***** Input data *****

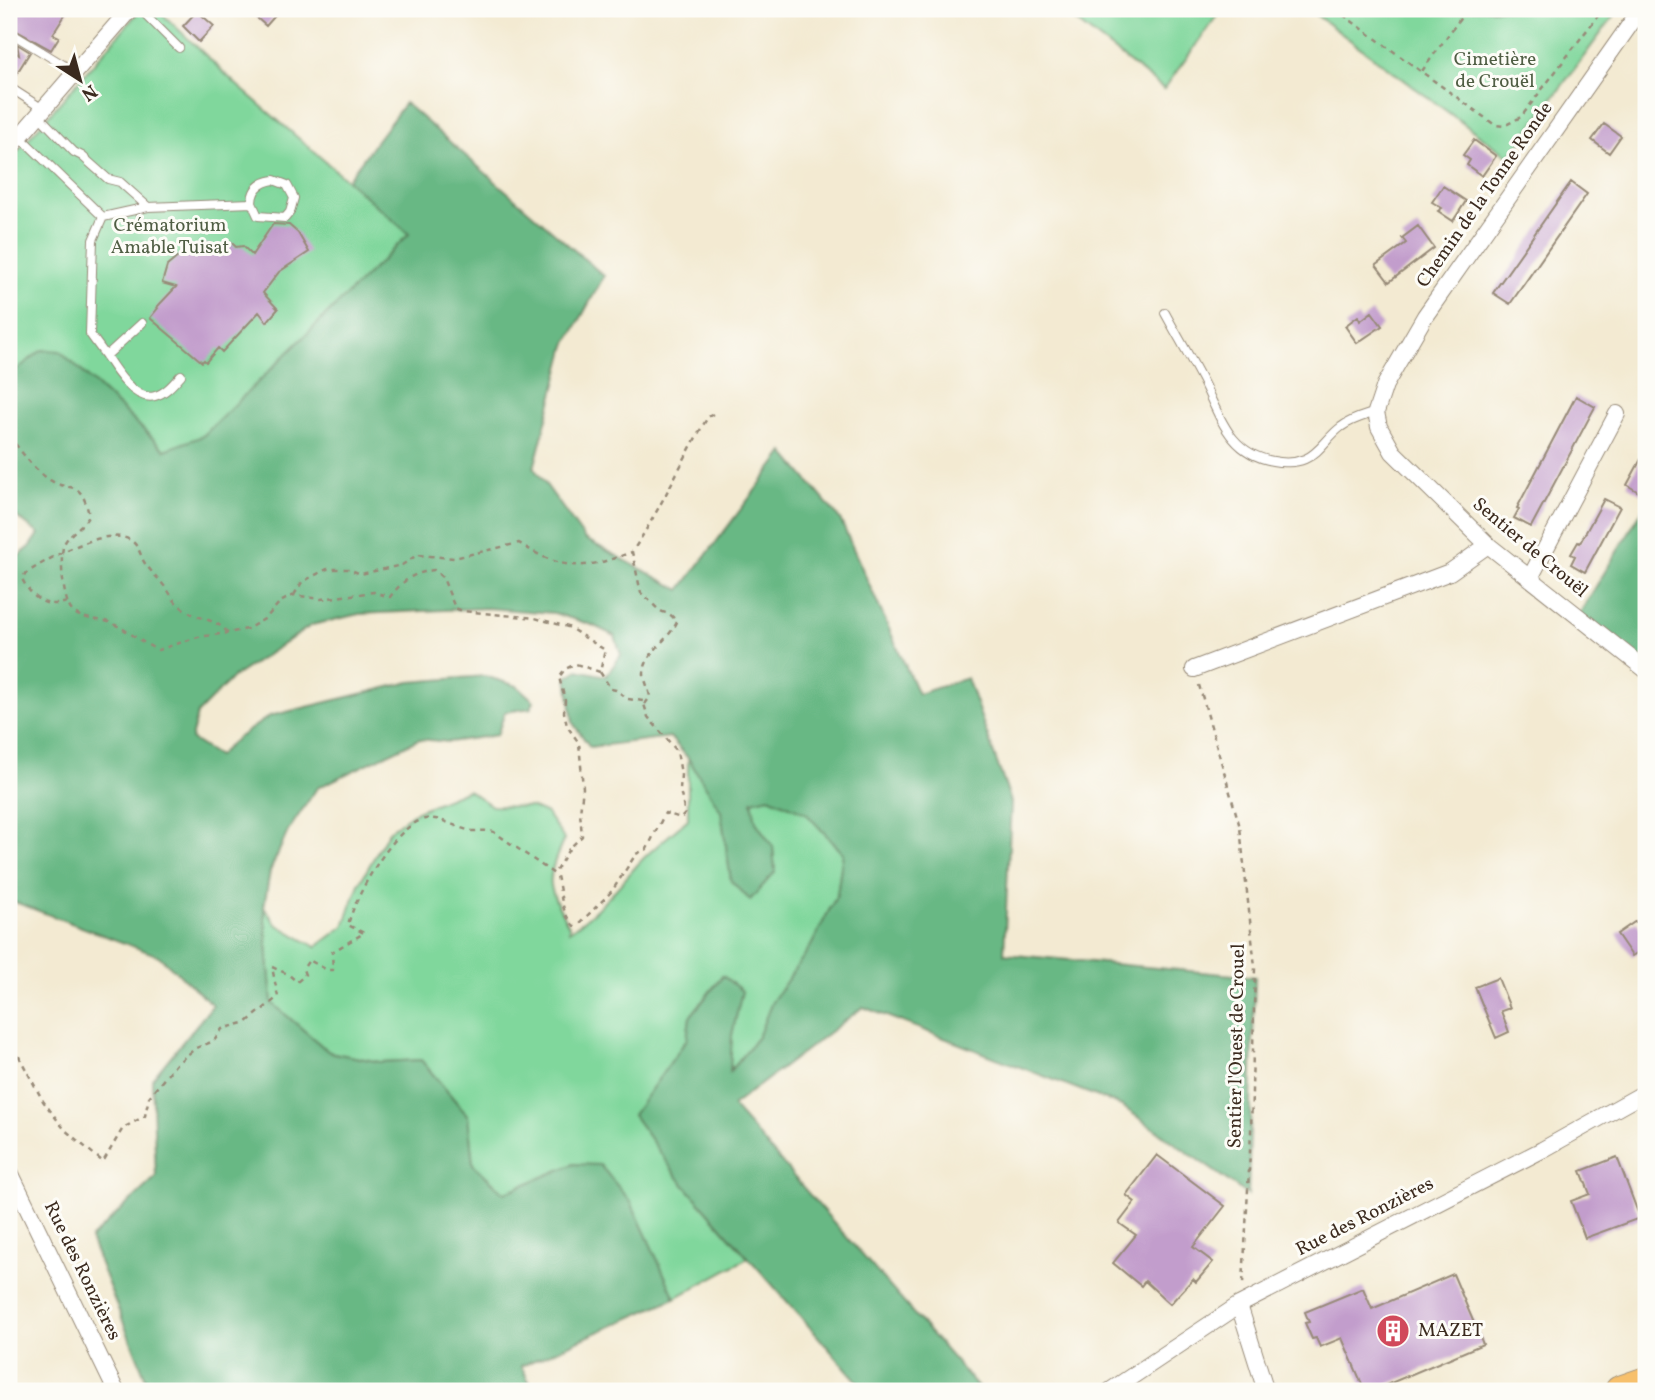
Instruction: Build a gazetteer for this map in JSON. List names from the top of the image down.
{
  "streets": {
    "street": ["Chemin de la Tonne Ronde", "Sentier de Crouël", "Rue des Ronzières"],
    "path": ["Sentier l'Ouest de Crouel"]
  },
  "crossings": [
    ["Chemin de la Tonne Ronde", "Sentier de Crouël"],
    ["Sentier l'Ouest de Crouel", "Rue des Ronzières"]
  ],
  "parks": ["Cimetière de Crouël", "Crématorium Amable Tuisat"],
  "places": {
    "building": ["MAZET"]
  },
  "north": "bottom right"
}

*****

Task statement
Pictures are not part of the copy; transcribe the rest of the data verbatim.

Output for this task
Instruction: Build a gazetteer for this map in JSON. List names from the top of the image down.
{
  "streets": {
    "street": ["Chemin de la Tonne Ronde", "Sentier de Crouël", "Rue des Ronzières"],
    "path": ["Sentier l'Ouest de Crouel"]
  },
  "crossings": [
    ["Chemin de la Tonne Ronde", "Sentier de Crouël"],
    ["Sentier l'Ouest de Crouel", "Rue des Ronzières"]
  ],
  "parks": ["Cimetière de Crouël", "Crématorium Amable Tuisat"],
  "places": {
    "building": ["MAZET"]
  },
  "north": "bottom right"
}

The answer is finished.